Job Description
Research at Joko
At Joko, we believe that today’s online shopping experience is fundamentally flawed, and we are putting a lot of effort into disrupting it. We are crafting a new experience that enables users to find their desired products in the smoothest way possible, to effortlessly compare all their characteristics, and to obtain transparent and clear information on both their price and environmental cost.

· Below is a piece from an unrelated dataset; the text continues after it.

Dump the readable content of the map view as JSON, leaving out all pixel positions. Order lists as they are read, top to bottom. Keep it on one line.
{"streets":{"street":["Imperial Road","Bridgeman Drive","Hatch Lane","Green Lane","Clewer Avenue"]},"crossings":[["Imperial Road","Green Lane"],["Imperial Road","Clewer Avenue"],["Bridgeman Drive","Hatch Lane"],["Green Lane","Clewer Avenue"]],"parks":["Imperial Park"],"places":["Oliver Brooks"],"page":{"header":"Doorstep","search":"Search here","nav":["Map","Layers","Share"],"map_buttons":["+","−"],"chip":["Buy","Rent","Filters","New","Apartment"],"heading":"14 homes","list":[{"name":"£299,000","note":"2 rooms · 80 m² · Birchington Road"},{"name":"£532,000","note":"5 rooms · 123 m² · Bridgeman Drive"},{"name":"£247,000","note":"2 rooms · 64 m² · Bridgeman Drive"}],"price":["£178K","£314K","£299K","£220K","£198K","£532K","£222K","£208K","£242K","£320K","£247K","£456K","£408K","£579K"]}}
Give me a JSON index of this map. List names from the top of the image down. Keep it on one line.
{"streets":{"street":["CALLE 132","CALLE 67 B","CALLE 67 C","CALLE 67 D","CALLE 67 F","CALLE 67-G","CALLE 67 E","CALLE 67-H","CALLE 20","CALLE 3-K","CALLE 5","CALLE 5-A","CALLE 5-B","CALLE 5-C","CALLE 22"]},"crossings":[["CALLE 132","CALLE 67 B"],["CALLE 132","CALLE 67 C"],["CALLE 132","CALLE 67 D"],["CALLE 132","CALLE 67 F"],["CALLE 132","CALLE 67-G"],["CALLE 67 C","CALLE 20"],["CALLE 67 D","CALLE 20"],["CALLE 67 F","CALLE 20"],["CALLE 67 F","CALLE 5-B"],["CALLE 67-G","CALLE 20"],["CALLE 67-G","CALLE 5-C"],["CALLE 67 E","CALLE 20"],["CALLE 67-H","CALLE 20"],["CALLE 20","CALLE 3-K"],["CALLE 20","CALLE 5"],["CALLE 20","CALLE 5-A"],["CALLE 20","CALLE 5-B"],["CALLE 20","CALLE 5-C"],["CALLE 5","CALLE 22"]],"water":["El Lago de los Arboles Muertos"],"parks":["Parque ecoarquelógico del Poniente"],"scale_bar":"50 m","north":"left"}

To achieve our goal, we are building the world's largest product catalog, a universal catalog composed of all the products sold by all e-commerce sites in the world. For this, we need to understand any web page in order to extract structured information from it, and to clean and standardize information from multiple sources in near real-time. We have developed LLM-based approaches to address all these challenges. One of the major challenges is to scale these approaches on colossal volumes of data (we have to process hundreds of millions of products several times a day). We have developed state-of-the-art approaches that rely on fine-tuning relatively small LLMs, but there is still a lot of research needed to optimize their performance and resource efficiency, and/or find more efficient approaches.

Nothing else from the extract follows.